Em termos de expressão, mylord, qual a diferença entre o alemão, o francês e o brasileiro?

É que o alemão pensa antes de falar ✦ o francês pensa enquanto fala ✦ e o brasileiro fala sem pensar. (Lord Jaeggy)

quinta-feira, 18 de junho de 2020

JOGANDO CONFETE: a coluna literária de JOTABÊ MENDONÇA

"Pense-me antes de fazer-te" poemas de Harildo Catunda, Editora Fumacê, 278 páginas, R$ 38,90






Assim que vi a capa, meu primeiro reflexo foi de lançar o exemplar pela janela do décimo-quarto andar onde sobrevivo. A alucinante concepção gráfica da capa, um orgasmo desvairado de cores carnavalescas exaltadas, lembrou-me as piores criações de arte psicodélica do início dos anos 70, e encheu-me de um asco legítimo, repentino e violento. Porém, antes do gesto fatal, detive-me ainda e, pela primeira vez, li sobre a escabrosa "obra-de-arte" desse Pollock tupiniquim — cujo nome evitarei citar aqui — o título em negativo: Pense-me antes de fazer-te. O intrigante título teve em mim o efeito de um tétano. Estancou-me a mente e o braço, abortando o meu súbito ímpeto de lançar o livro pela janela. Após longo hausto de ar, voltou a rondar-me Dona Curiosidade e, muito cuidadosamente, abri o livro. Na página de rosto, reconheci o autor: Harildo Catunda, um dos poetas mais criativos da nova geração. Confesso que, naquele instante, agradeci ao equivocado grafista por ter exarado o título em letras tão visíveis, e tão legíveis.

Harildo Catunda já impressionara bastante a crítica especializada quando do lançamento do seu Cavalos raramente nada dizem, de 1991, e muitas vozes apontavam já no então jovem poeta piauiense, o arauto maior de uma certa poesia nacional. As duas obras suas que se seguiram — A Lua riu do Mundo (1993), um jogo de sonoridades lúdicas com seu próprio nome, e Fui (1997), uma coletânea de neo-sonetos pós-modernos prefaciada por Caetano Veloso — confirmaram sobejamente o vaticínio dos críticos, consagrando Catunda no Panteão das maiores figura da poética pós-apolítica de língua portuguesa. 

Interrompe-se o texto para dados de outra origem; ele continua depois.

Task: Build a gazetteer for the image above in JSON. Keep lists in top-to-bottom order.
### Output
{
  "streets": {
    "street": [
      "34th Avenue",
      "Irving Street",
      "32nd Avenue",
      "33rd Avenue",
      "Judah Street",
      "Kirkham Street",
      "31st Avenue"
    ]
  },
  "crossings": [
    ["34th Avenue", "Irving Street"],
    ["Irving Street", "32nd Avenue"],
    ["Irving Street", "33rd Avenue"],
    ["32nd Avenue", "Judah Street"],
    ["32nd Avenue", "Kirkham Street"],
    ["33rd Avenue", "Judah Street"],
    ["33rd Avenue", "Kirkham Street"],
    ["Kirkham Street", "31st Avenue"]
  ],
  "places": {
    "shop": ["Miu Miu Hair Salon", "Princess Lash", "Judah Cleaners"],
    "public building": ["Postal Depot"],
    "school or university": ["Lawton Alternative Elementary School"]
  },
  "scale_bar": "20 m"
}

Na recente obra, o autor mantém-se fiel à sua retórica permeada de absenteísmos, simbolismos e de, não raro, provocações. Prevalece, também, o lado prático de um amoral desejo de conforto que não hesita em afirmar que "...um ático de frente pro mar / uma sereia on the rocks / me diz, quem há de rejeitar?". 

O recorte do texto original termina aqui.